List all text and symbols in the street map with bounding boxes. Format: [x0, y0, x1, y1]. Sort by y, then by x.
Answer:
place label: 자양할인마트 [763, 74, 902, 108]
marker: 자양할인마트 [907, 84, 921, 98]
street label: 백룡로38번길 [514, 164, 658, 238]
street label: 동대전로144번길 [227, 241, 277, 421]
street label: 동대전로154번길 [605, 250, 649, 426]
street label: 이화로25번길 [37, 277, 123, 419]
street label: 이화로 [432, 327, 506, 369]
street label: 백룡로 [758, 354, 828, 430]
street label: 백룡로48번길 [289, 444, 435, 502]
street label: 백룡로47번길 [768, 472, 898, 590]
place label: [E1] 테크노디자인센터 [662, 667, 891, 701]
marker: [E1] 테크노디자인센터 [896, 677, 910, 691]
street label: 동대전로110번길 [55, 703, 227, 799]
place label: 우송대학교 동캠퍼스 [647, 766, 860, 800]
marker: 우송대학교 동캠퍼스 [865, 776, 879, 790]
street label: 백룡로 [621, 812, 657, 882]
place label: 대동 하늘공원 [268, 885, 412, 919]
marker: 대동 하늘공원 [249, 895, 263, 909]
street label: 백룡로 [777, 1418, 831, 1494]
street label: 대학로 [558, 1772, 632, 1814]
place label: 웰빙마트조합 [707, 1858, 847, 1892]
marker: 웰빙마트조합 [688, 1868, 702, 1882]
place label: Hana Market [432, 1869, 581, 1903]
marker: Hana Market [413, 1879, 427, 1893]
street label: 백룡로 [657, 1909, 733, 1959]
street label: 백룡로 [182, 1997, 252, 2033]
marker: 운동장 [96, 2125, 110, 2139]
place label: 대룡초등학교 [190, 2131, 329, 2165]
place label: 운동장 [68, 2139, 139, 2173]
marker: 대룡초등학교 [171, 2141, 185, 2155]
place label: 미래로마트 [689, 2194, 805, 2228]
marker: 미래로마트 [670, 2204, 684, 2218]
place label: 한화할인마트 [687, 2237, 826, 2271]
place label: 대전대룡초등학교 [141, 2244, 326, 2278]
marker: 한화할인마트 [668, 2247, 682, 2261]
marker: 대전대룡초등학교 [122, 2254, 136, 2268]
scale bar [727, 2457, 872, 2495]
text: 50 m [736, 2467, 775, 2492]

### Aim of the task
Print the records above exactly as written.

### Written answer
List all text and symbols in the street map with bounding boxes. Format: [x0, y0, x1, y1]. Sort by y, then by x.
Answer:
place label: 자양할인마트 [763, 74, 902, 108]
marker: 자양할인마트 [907, 84, 921, 98]
street label: 백룡로38번길 [514, 164, 658, 238]
street label: 동대전로144번길 [227, 241, 277, 421]
street label: 동대전로154번길 [605, 250, 649, 426]
street label: 이화로25번길 [37, 277, 123, 419]
street label: 이화로 [432, 327, 506, 369]
street label: 백룡로 [758, 354, 828, 430]
street label: 백룡로48번길 [289, 444, 435, 502]
street label: 백룡로47번길 [768, 472, 898, 590]
place label: [E1] 테크노디자인센터 [662, 667, 891, 701]
marker: [E1] 테크노디자인센터 [896, 677, 910, 691]
street label: 동대전로110번길 [55, 703, 227, 799]
place label: 우송대학교 동캠퍼스 [647, 766, 860, 800]
marker: 우송대학교 동캠퍼스 [865, 776, 879, 790]
street label: 백룡로 [621, 812, 657, 882]
place label: 대동 하늘공원 [268, 885, 412, 919]
marker: 대동 하늘공원 [249, 895, 263, 909]
street label: 백룡로 [777, 1418, 831, 1494]
street label: 대학로 [558, 1772, 632, 1814]
place label: 웰빙마트조합 [707, 1858, 847, 1892]
marker: 웰빙마트조합 [688, 1868, 702, 1882]
place label: Hana Market [432, 1869, 581, 1903]
marker: Hana Market [413, 1879, 427, 1893]
street label: 백룡로 [657, 1909, 733, 1959]
street label: 백룡로 [182, 1997, 252, 2033]
marker: 운동장 [96, 2125, 110, 2139]
place label: 대룡초등학교 [190, 2131, 329, 2165]
place label: 운동장 [68, 2139, 139, 2173]
marker: 대룡초등학교 [171, 2141, 185, 2155]
place label: 미래로마트 [689, 2194, 805, 2228]
marker: 미래로마트 [670, 2204, 684, 2218]
place label: 한화할인마트 [687, 2237, 826, 2271]
place label: 대전대룡초등학교 [141, 2244, 326, 2278]
marker: 한화할인마트 [668, 2247, 682, 2261]
marker: 대전대룡초등학교 [122, 2254, 136, 2268]
scale bar [727, 2457, 872, 2495]
text: 50 m [736, 2467, 775, 2492]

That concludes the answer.